Let’s explore those uncharted roads. Let’s make roadmaps for future generations, for the children with autism who are growing up. Let’s set aside all those things, excellent and godly though they might be, that do not work for us and make our way to our salvation by finding the ways in which we can.

It’s not just that we owe it to ourselves – a true, if cheesy, sentiment – but we owe it to Christ Who came to save us, came so that we may have life. After all, if there’s *anyone* who has shown Himself willing to make an effort, it’s Him, right?


New Year Wishlist

Happy New Year everyone.

I find myself pretty relaxed and with a head almost empty after nine days at the monastery. Since right now, everyone is still asleep after the New Year party, I have time to write down my wishlist for the new year. And this year I’ll have 366 days to work on the items on the list, since it’s a leap year!
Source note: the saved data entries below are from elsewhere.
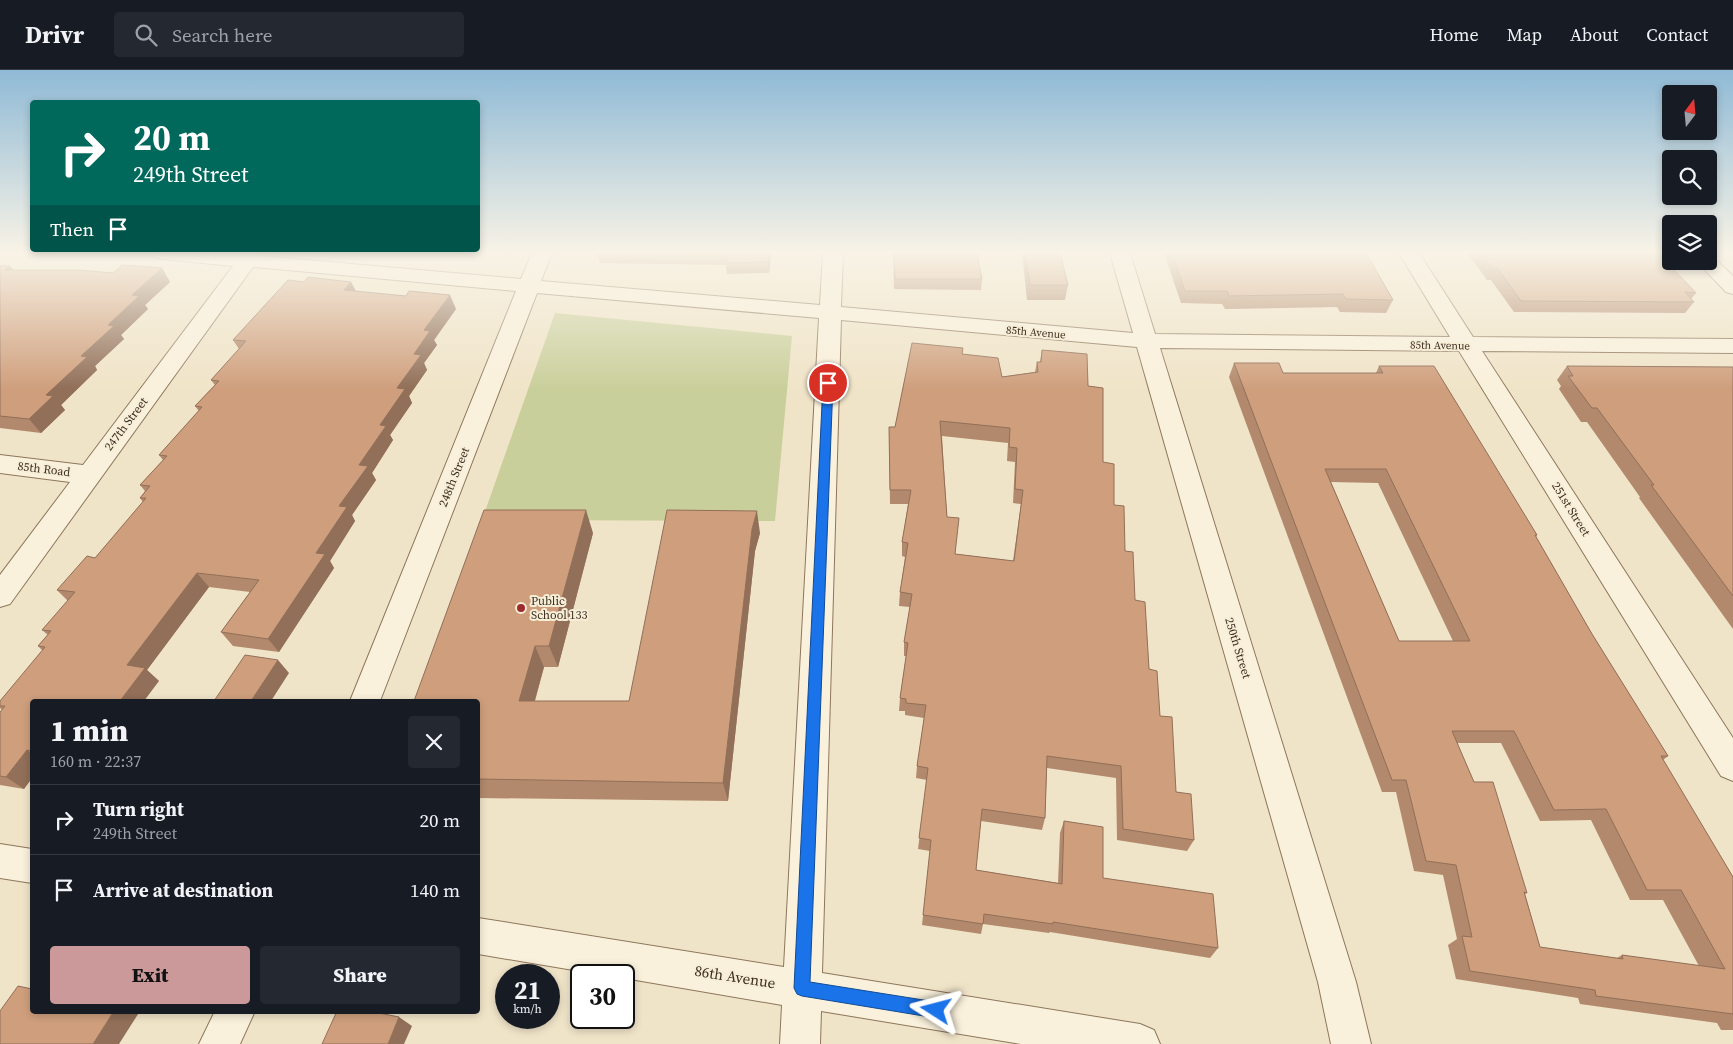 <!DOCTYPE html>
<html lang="en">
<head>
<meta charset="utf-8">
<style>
	body { margin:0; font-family:"Source Serif 4",serif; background:#242831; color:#f1f3f6; height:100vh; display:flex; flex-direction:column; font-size:19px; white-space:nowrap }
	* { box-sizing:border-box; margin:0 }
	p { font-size:16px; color:#9ea1a6 }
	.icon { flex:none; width:28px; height:28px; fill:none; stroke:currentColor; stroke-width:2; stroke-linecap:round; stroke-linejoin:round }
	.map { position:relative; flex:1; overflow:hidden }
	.details { position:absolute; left:30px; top:629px; width:450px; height:315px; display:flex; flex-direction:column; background:#171b24; border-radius:5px; box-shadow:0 2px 8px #0003 }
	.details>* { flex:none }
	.guide { position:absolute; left:30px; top:30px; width:450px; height:152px; border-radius:5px; box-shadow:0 2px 8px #0003; background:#00695c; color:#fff; overflow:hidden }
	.needle { width:32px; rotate:16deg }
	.buttons { position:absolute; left:1662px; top:15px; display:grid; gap:10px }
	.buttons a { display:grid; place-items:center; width:55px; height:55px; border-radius:5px; background:#171b24; box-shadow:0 2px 8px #0003; font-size:25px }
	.speed { position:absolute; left:495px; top:894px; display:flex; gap:10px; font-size:25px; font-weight:700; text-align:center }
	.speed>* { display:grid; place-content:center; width:65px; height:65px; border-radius:50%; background:#171b24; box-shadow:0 2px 8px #0003; line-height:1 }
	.speed small { font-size:12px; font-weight:400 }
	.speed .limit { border:2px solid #111; border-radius:8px; background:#fff; color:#111 }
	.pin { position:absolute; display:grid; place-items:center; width:42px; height:42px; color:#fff; margin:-21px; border:2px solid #fff; border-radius:50%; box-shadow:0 1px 5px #0007 }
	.me { position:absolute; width:55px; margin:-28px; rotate:279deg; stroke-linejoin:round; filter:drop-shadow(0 0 4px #0008) }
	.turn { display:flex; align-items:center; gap:18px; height:105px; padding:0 20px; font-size:22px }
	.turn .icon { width:65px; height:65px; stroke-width:2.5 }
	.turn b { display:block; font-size:35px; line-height:42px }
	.then { display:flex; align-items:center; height:48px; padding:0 20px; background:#0003; gap:10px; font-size:19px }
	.round { display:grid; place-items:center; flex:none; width:52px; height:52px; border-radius:5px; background:#242831 }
	.headline { display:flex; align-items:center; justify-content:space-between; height:85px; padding:0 20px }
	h1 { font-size:30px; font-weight:800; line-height:38px }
	.cta { display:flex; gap:10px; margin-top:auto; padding:10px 20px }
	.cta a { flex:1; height:58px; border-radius:5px; background:#cc999b; color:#111; font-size:20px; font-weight:800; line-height:58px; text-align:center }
	.cta a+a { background:#242831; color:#f1f3f6 }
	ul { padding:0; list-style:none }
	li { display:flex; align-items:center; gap:15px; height:70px; padding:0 20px; border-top:1px solid #363941 }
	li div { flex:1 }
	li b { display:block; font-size:19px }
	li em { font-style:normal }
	header { display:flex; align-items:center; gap:30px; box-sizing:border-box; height:70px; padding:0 25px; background:#171b24; border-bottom:1px solid #363941 }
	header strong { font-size:24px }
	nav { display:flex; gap:28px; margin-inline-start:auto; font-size:18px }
	.search { width:350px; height:45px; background:#242831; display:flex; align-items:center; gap:12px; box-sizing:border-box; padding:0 18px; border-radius:5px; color:#9ea1a6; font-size:19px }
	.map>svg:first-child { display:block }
</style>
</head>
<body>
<header>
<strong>Drivr</strong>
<div class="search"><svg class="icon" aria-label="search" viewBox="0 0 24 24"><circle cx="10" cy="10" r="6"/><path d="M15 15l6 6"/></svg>Search here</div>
<nav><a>Home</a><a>Map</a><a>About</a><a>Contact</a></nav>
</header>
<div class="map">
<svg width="1733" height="974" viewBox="0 0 1733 974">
	<rect width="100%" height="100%" fill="#f0e4c8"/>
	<path fill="#c9cf9b" d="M555,243L792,266L775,451L482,450Z"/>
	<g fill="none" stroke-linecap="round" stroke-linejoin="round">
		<defs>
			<g id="minor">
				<path d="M151,183H263L261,186L521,209L532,183H552L541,211L820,235L823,183H843L841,237L1133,263L1110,183H1130L1155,264L1450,267L1399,183H1419L1473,267L1733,269V283L1482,281L1733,668V711L1721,706L1459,281L1160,278L1356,912L1371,974H1331L1318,912L1137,277L841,250L822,903L1140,954L1154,960L1160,974H1021L821,941L820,974H780L782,935L624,908V905H603L478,884V848L784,897L819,248L537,223L380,631H350L516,221L253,197L10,534L0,537V505L70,412L0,403V385L83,395L233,196L161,189L154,187Z"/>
				<path d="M1709,186L1713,187L1733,206V224L1726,222L1696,191H1709Z"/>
				<path d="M0,774L32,779V813L0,808Z"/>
				<path d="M215,941H255L240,974H199Z"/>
			</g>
		</defs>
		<use href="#minor" stroke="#8d765c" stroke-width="2"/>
		<use href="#minor" fill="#faf1dc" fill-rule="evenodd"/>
	</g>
	<g fill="#b2896c" fill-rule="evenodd">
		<path d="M597,183H771L769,203L727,204L726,195L600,193Z"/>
		<path d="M893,183H977L982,209L981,220L894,219Z"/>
		<path d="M1022,183H1060L1068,215L1065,230H1027Z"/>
		<path d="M1164,183H1366L1393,230L1386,243L1340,242L1337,237L1225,239L1222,234L1181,233Z"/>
		<path d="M1467,183H1658L1696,223L1691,229L1694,232L1685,243L1514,242L1491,210H1487Z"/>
		<path d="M0,196L13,200L113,203L162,198L170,212L145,235L148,239L121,265L124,269L95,296L97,300L61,335L65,340L41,363L0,358Z"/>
		<path d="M304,212H351L356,221L456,239L434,270L437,275L424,293L427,300L409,326L412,333L390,365L393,370L372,403L376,410L352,445L355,451L330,491L334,498L279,582L233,576L221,562L250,522L209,517L147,600L159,611L32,631V708L24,719L0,715V642L2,640L0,638V631L43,581L38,576L48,565L42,560L68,531L57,520L95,488L143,432L140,428L145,421L140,415L163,390L159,385L199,341L195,336L215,315L211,310L239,279L233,270Z"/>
		<path d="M1042,280L1088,316L1103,392L1125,481L1149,599L1176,722L1194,770L1187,781L1117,770L1116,708L1047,698L1045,748L1042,760L981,751L976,800L1058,813L1060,763L1064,751L1103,808L1218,878L1210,888L1050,862L1049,863L983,854L981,864L922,855L930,781L918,779L927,710L916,708L917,696L924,648L905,645V641H899L900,628L906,586H904V572L910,537L899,536L900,522L905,487L902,486V472L908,434H890L889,357H895L962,284L1002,307L1035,302L1037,292H1040ZM942,366L1008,373L1007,391L1015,392L1013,433L1021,434L1013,491L955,484L947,447Z"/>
		<path d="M1234,293L1283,303H1376L1379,296L1537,465L1536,467L1592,564L1668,686L1663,690L1733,807V960H1721L1717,953L1580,934L1578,928L1456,909L1448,875L1457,869L1443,805L1414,801L1396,722H1382L1229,307ZM1331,412L1378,413L1453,571H1399ZM1457,673H1501L1540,751L1591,750L1630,830H1663L1699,896L1622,885L1617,888L1540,877L1525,824L1527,823L1474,712Z"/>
		<path d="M1567,296L1733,297V559L1639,428L1640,427L1587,352H1581L1559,319L1561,316L1557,310Z"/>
		<path d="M593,463L558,597H544L535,631H629L760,463L755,481L728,731L478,728V631Z"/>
	</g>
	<g fill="#916f58">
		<path d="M769,183H771L769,203L768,192Z"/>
		<path d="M10,196L20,209L5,200Z"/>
		<path d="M162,198L170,212L145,235L148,239L121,265L124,269L95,296L97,300L61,335L65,340L41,363L29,349L46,325L108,255L132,225Z"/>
		<path d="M351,212L358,226L344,220Z"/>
		<path d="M450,225L456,239L434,270L437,275L424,293L427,300L409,326L412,333L390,365L393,370L372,403L376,410L352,445L355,451L330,491L334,498L279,582L268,569L316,483L359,395L380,355L414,284L424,260Z"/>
		<path d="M586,440L593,463L558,597L549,576Z"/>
		<path d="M757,441L760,463L755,481L728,731L723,713L752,459Z"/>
		<path d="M197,503L209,517L147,600L159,611L144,631H120L127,595Z"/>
		<path d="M535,576L544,597L529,651L519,631Z"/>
		<path d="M278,590L289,603L271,631H251Z"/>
		<path d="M27,680L32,684V708L24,719L6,707Z"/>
		<path d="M114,941H140L119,974H93Z"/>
		<path d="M399,947L412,956L404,974H388Z"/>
	</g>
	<g fill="#cf9f7d" stroke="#916f58" fill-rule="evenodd">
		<path d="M682,183H769L768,192L726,193L727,184Z"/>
		<path d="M894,183H977L982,209H895Z"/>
		<path d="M1025,183H1060L1068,215H1030Z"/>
		<path d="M1172,183H1366L1393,230L1346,229L1343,224L1229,226L1227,221H1185Z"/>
		<path d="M1481,183H1658L1696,223L1685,222L1694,232L1521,231L1498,199H1493Z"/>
		<path d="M122,195L162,198L132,225L139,226L108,255L114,256L81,286L87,287L46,325L53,326L29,349L0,346V196H10L5,200H78L113,203Z"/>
		<path d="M308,207L351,212L344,220L406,226L409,221L450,225L424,260L430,261L414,284L421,285L397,318L405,319L380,355L386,356L359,395L368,396L339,436L347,437L316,483L325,484L268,569L221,562L259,510L197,503L127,595L145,598L120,631H32V681L27,680L6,707L0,706V642L5,636H0V631L45,577L38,576L51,561L42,560L75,522L57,520L87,486L95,488L146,428H140L150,416L140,415L167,386L159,385L202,337L195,336L219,311L211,310L246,271L233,270L288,210L304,212Z"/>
		<path d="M912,273L963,278L962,284L998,288L1002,307L1038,302L1037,292H1041L1042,280L1087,284L1088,316L1103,318V392L1114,394V435L1124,436L1125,481L1133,482L1135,530L1145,532L1149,599L1157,601L1160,646L1172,647L1176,722L1191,724L1194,770L1123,759L1121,696L1047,686L1045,748L982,739L976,800L1062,814L1064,751L1103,757V808L1213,824L1218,878L1053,852V854L984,844L983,854L923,845L931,770L919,768L928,698L917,696L926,635L906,633V629L900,628L908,573L904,572L912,524L900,522L908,473L902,472L911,420H890L889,357H895ZM940,351L1010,358L1009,377L1017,378L1015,419L1023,420L1014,491L955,484L959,448L947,447Z"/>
		<path d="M1234,293H1279L1283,303H1383L1379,296H1434L1537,465H1535L1592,564L1668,686H1661L1733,807V944L1596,926L1595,920L1470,901L1462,866L1472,867L1456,795L1426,791L1406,710H1392ZM1325,399H1386L1470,571H1399ZM1452,661H1514L1554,740L1606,739L1647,820H1681L1725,899L1622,885L1623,889L1540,877L1524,822L1527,823L1493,712H1474Z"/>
		<path d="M1567,296L1733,297V526L1651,415H1654L1597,338H1592L1568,306H1573Z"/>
		<path d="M484,440H586L549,576H535L519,631H629L667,440L757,441L752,459L723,713L478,709V631H414Z"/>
		<path d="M245,585L278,590L251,631H214Z"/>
		<path d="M18,916L32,919V941H114L93,974H0V941Z"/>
		<path d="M337,941H369L399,947L388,974H322Z"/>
	</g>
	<linearGradient id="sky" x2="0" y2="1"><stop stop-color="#8fbad6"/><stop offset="0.57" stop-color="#f8f3e6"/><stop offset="1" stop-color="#f8f3e6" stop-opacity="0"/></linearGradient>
	<rect width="1733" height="319" fill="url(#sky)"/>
	<path fill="#1a73e8" stroke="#114b97" d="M828,310L833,313L810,912L936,932L941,934L943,940L941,946L936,948L802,926L797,924L794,918L823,313Z"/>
	<circle fill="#9e2a2b" stroke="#f7eed8" stroke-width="2" cx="521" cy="538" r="5"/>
	<g text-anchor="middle" stroke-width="4" stroke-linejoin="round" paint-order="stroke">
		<g font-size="11" fill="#3d2e20" stroke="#f7eed8">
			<text transform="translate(1036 262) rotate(5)" y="4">85th Avenue</text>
			<text transform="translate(1440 275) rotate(1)" y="4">85th Avenue</text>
		</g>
		<g font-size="12" fill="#3d2e20" stroke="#f7eed8">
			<text transform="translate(126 354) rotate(-53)" y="4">247th Street</text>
			<text transform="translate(44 399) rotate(7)" y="4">85th Road</text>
			<text transform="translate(454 407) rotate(-68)" y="4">248th Street</text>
			<text transform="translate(1571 439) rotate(58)" y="4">251st Street</text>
			<text transform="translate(1238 578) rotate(73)" y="4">250th Street</text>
		</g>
		<g font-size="12" fill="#3d2e20" stroke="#f7eed8" text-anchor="start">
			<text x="531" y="535">Public<tspan x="531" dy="14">School 133</tspan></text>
		</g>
		<g font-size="15" fill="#3d2e20" stroke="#f7eed8">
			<text transform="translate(735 907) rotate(9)" y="5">86th Avenue</text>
		</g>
	</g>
</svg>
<div class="buttons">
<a><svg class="needle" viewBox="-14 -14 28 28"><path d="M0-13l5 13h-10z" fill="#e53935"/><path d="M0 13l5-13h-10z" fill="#9ea1a6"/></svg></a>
<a><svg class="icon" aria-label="search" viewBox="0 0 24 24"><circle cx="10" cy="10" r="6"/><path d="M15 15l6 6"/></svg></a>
<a><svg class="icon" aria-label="layers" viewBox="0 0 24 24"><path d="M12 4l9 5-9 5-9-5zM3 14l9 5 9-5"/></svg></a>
</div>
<div class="speed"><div>21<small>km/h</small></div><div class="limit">30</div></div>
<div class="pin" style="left:828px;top:313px;background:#d93025"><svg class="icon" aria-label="arrive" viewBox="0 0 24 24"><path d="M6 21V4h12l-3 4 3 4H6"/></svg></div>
<svg class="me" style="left:936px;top:940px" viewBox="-20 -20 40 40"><path d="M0-17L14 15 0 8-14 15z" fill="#1a73e8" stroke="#fff" stroke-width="4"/></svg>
<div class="guide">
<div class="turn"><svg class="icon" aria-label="right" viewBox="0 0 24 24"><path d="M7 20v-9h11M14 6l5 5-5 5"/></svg><div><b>20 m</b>249th Street</div></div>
<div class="then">Then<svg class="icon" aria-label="arrive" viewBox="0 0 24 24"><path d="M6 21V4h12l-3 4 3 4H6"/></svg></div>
</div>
<section class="details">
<div class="headline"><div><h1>1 min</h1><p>160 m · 22:37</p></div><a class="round"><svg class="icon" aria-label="close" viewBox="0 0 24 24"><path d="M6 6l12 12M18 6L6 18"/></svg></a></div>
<ul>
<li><svg class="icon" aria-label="right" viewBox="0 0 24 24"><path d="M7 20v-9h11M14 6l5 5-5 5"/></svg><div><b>Turn right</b><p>249th Street</p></div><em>20 m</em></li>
<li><svg class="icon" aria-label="arrive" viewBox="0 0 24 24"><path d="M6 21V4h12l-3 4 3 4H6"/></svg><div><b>Arrive at destination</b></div><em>140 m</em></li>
</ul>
<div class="cta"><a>Exit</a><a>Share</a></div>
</section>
</div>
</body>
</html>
  1. I’ll be nicer to neurotypicals and remember that they can’t help it. The poor souls have an overactive secretary in their brain – we must make allowances for that.
  2. I’ll work on improving communication with others. There’s a whole box of tricks that I’ve not yet tried out. Time to do some experimenting.
  3. Now that I’m no longer working with morse code and smoke signals to try and build a relationship with God (see a previous blog) I will invest as much as I can into said relationship, and continue to find new ways to do so.
  4. I will continue to find ways to make services more bearable, and implement them. I will give thanks for the people willing to assist, encourage, and suffer me.
  5. I will continue with this blog, in the hopes that one day I’ll be able to be at least of some assistance to others.
  6. I’ll be nicer to neurotypicals. (Yes, I know I said that in point 1. It bears repeating. They really frustrate and annoy the hell out of me and provide rich opportunities to practice all sorts of virtues. It’s not their fault and I will try to remember that.)
  7. I ran out of points. But I wanted a nice list of seven. So, as point seven: I will try to be less obsessive about such things.


That’s it on this New Years Day. I’ll get back to you when I’ve had more than two-and-a-half hours of sleep. Wishing you all a rich and fruitful 2016.